RAM, VRAM, shaders, DirectStorage : Pax démonte les vrais coupables derrière les saccades en jeu

NEWS

5/15/2026

Quand le hardware avance plus vite que l’optimisation

Au final, le problème aujourd’hui n’est pas uniquement la puissance brute du matériel. Les jeux deviennent plus complexes, Windows plus lourd, les moteurs graphiques plus exigeants… mais l’optimisation ne suit pas toujours ! Résultat : même une grosse config peut accrocher.

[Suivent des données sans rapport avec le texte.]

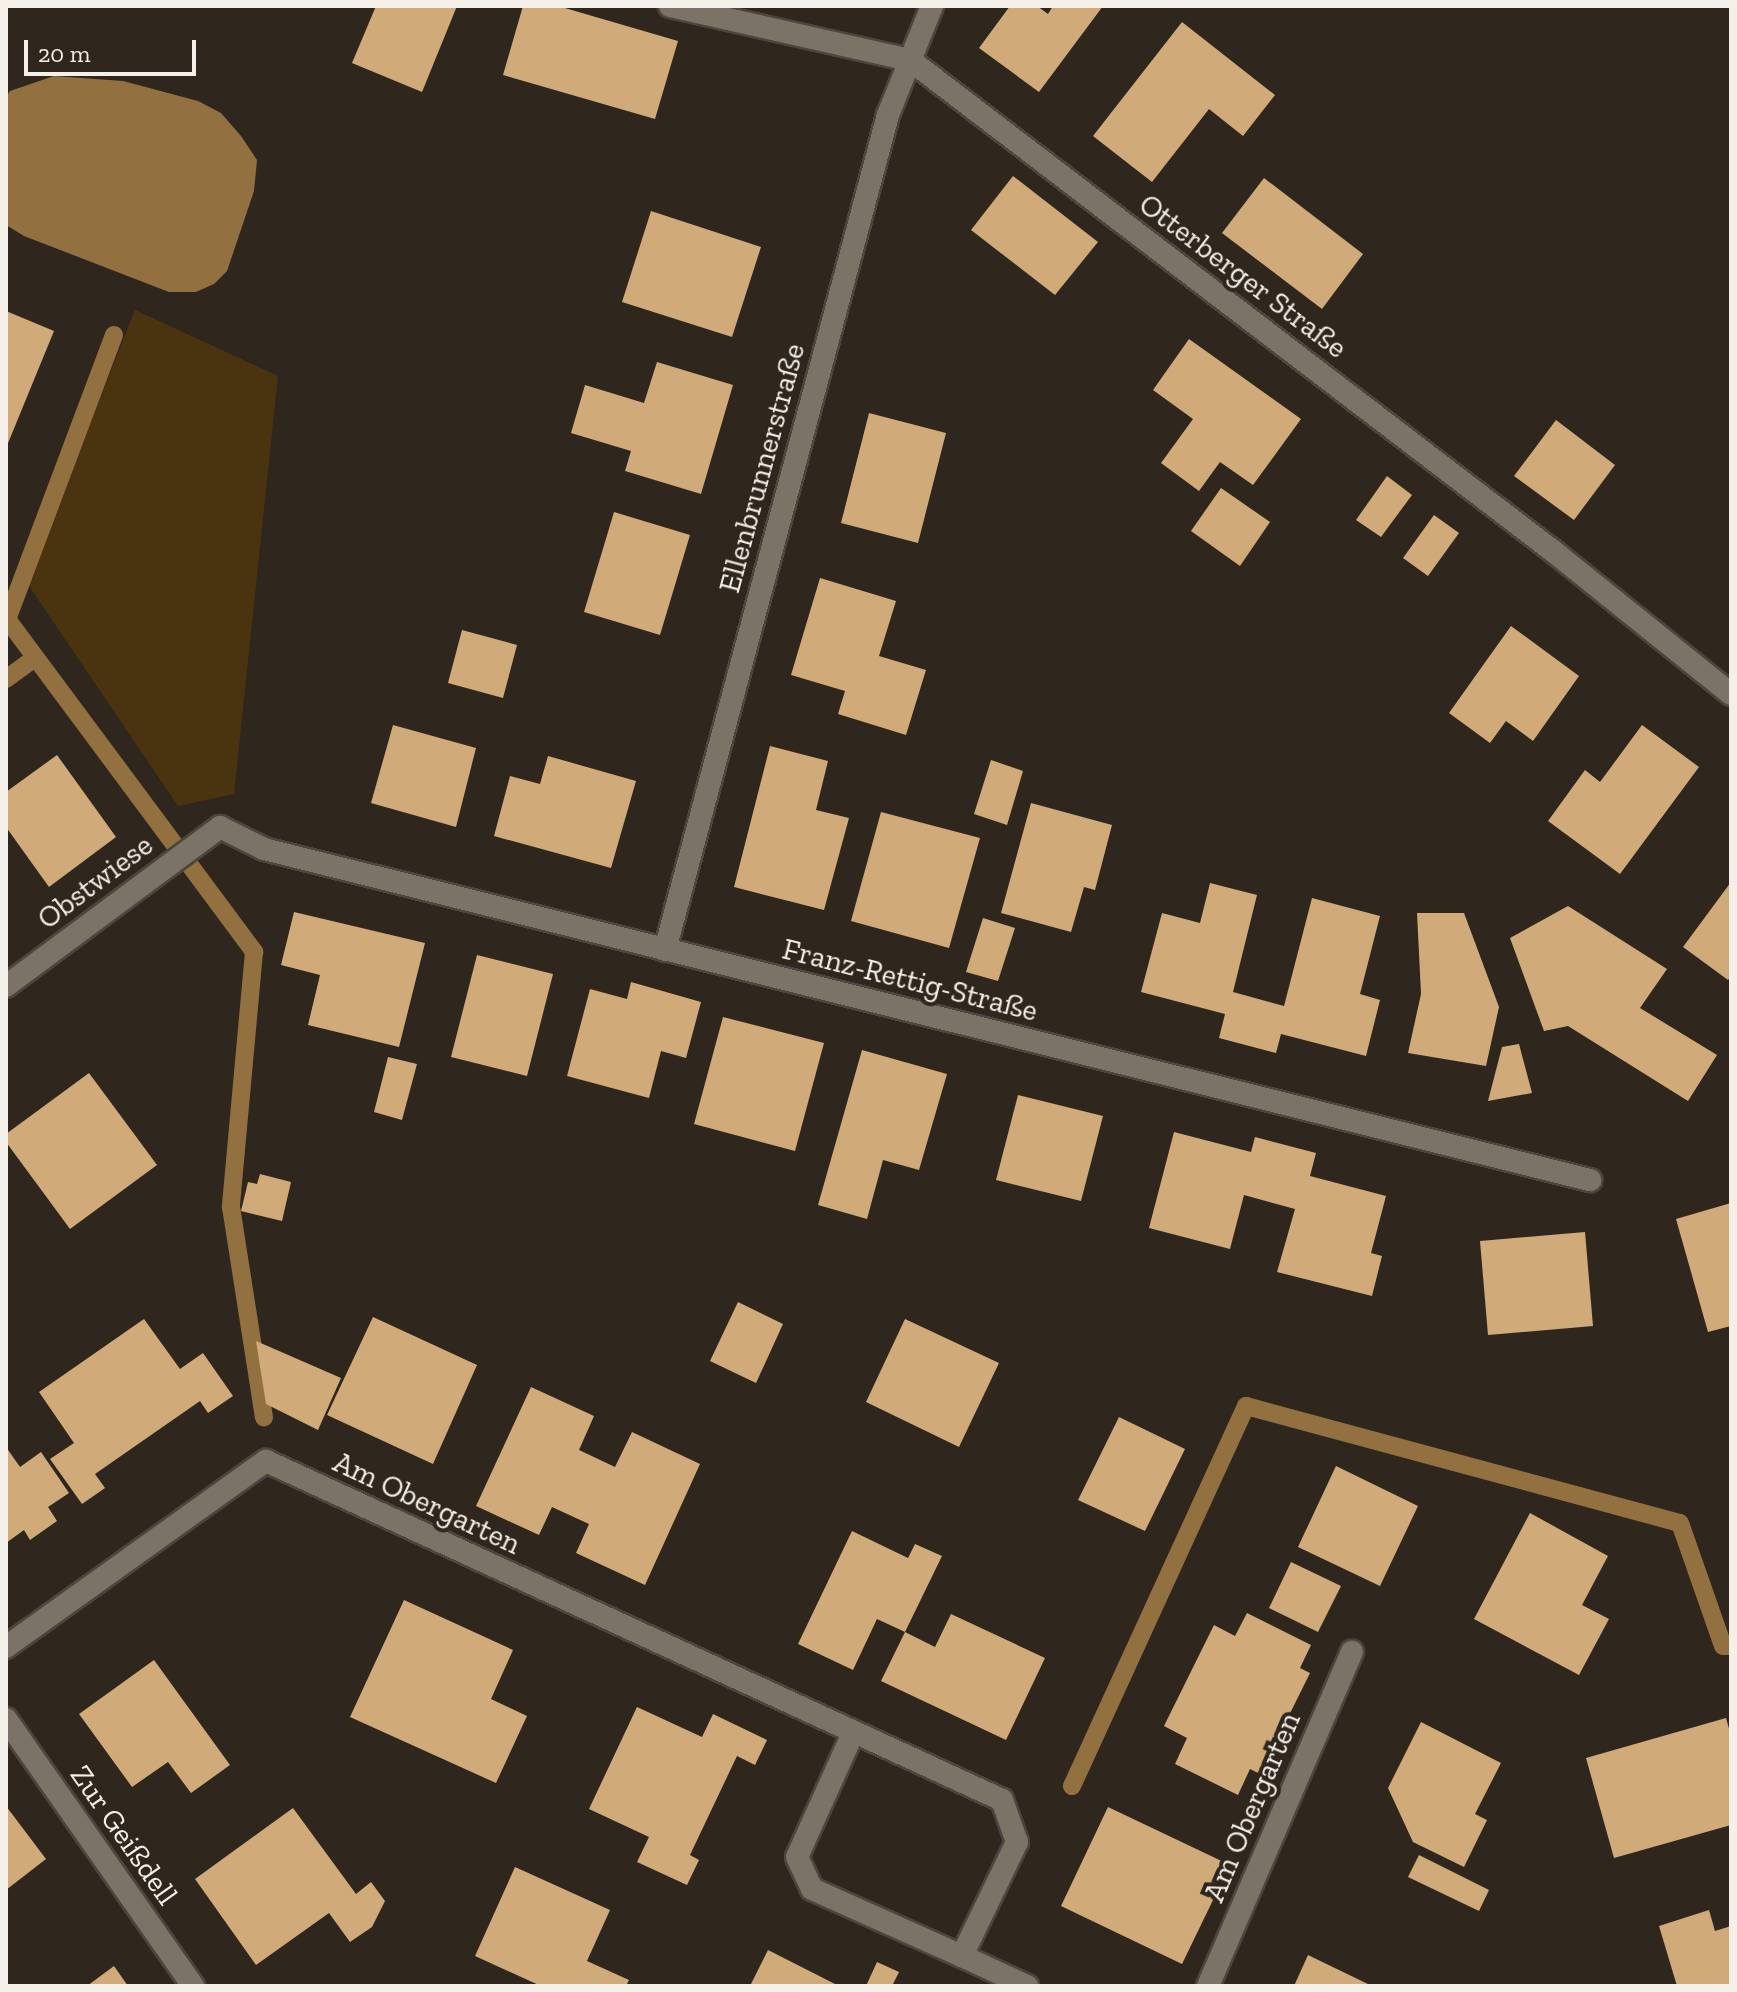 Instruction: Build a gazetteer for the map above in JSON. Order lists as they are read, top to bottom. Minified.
{"streets":{"street":["Otterberger Straße","Ellenbrunnerstraße","Obstwiese","Franz-Rettig-Straße","Am Obergarten","Zur Geißdell"]},"crossings":[["Otterberger Straße","Ellenbrunnerstraße"],["Ellenbrunnerstraße","Franz-Rettig-Straße"],["Obstwiese","Franz-Rettig-Straße"]],"scale_bar":"20 m"} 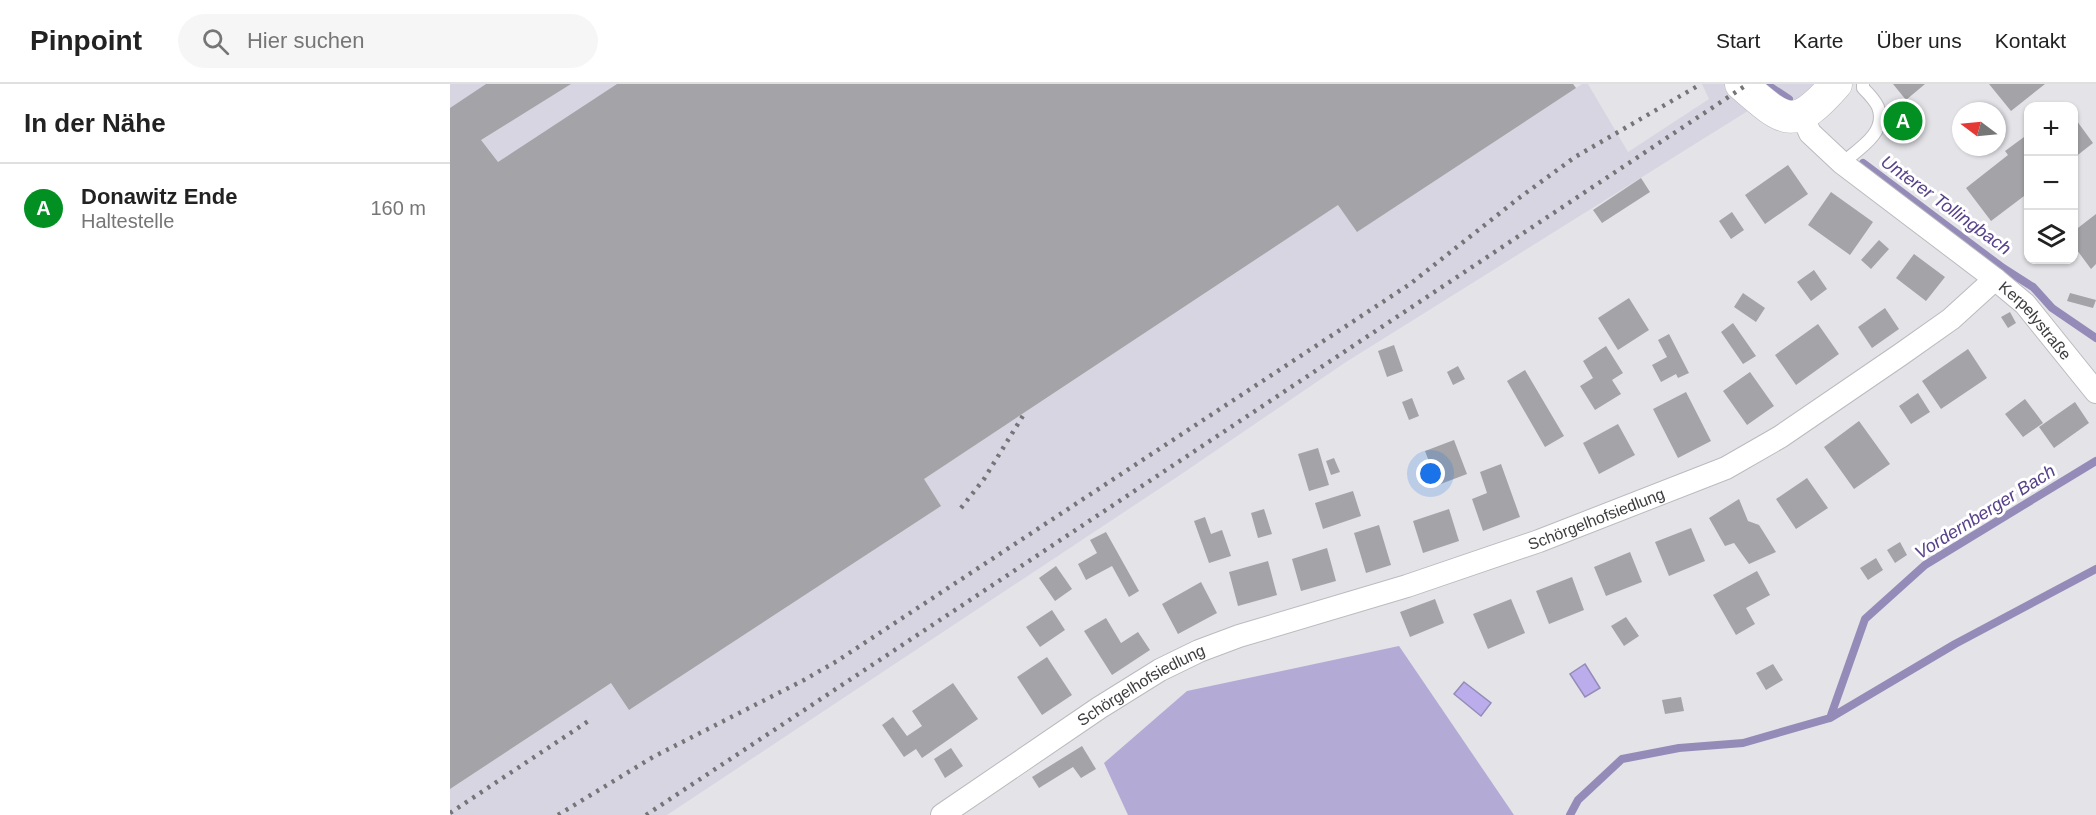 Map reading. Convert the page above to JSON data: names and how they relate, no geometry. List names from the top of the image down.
{
  "streets": {
    "street": ["Kerpelystraße", "Schörgelhofsiedlung"]
  },
  "crossings": [
    ["Kerpelystraße", "Schörgelhofsiedlung"]
  ],
  "water": ["Unterer Tollingbach", "Vordernberger Bach"],
  "north": "left",
  "page": {
    "header": "Pinpoint",
    "search": "Hier suchen",
    "nav": [
      "Start",
      "Karte",
      "Über uns",
      "Kontakt"
    ],
    "heading": "In der Nähe",
    "pins": "A",
    "map_buttons": ["+", "−"],
    "list": [
      {
        "mark": "A",
        "name": "Donawitz Ende",
        "note": "Haltestelle",
        "value": "160 m"
      }
    ]
  }
}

La bonne stratégie n’est donc plus forcément d’acheter “le plus puissant possible”, mais surtout de construire une machine équilibrée, avec assez de RAM, suffisamment de VRAM et des composants cohérents entre eux.

On pourrait croire qu’un PC gamer à 2000, 3000 ou même 4000 € suffit à faire tourner n’importe quel jeu sans accroc ! Pourtant, beaucoup de joueurs continuent de subir des freezes, du stuttering ou du popping, même avec une machine récente. Dans sa dernière vidéo, Pax revient sur un sujet souvent mal compris : pourquoi les jeux modernes semblent de plus en plus lourds, sans être forcément deux fois plus beaux qu’avant ?

Le premier problème vient souvent de la RAM. Pendant des années, 16 Go ont été présentés comme largement suffisants pour jouer. Sauf qu’entre Windows, les logiciels en arrière-plan, Discord, Chrome, les outils RGB ou encore les antivirus, une bonne partie de cette mémoire est déjà utilisée avant même de lancer un jeu. Au final, sur une machine avec 16 Go, il reste parfois à peine une dizaine de Go réellement disponibles.

Et les jeux modernes ne fonctionnent plus comme avant : les mondes ouverts, le ray tracing, les textures ultra détaillées ou encore les systèmes de streaming d’assets demandent énormément de mémoire et de calculs en temps réel. Quand la RAM manque, le système commence à aller chercher des données sur le SSD, beaucoup plus lent, ce qui provoque des micro-coupures ou des ralentissements.

Même chose du côté de la VRAM. Les cartes graphiques avec 8 Go deviennent vite limitées dès qu’on monte en définition ou en qualité graphique. En 1080p, elles peuvent encore très bien fonctionner. En revanche, en 1440p ou en 4K avec textures élevées et ray tracing, elles saturent plus rapidement et doivent elles aussi aller chercher des données ailleurs.

Un autre élément joue énormément aujourd’hui : les shaders ! Sur console, les développeurs savent exactement sur quel matériel leur jeu va tourner. Sur PC, c’est beaucoup plus compliqué. Chaque combinaison CPU/GPU/RAM est différente, et le jeu doit adapter certains calculs à la volée. Résultat : certains moteurs modernes, notamment sous Unreal Engine 5, peuvent provoquer des saccades même sur de très grosses configurations.

C’est aussi pour ça que les SSD PCIe 5.0 ne changent presque rien en jeu malgré les débits énormes annoncés. Tant que les technologies comme DirectStorage restent peu exploitées par les développeurs, un bon SSD PCIe 4.0 suffit largement dans la majorité des cas.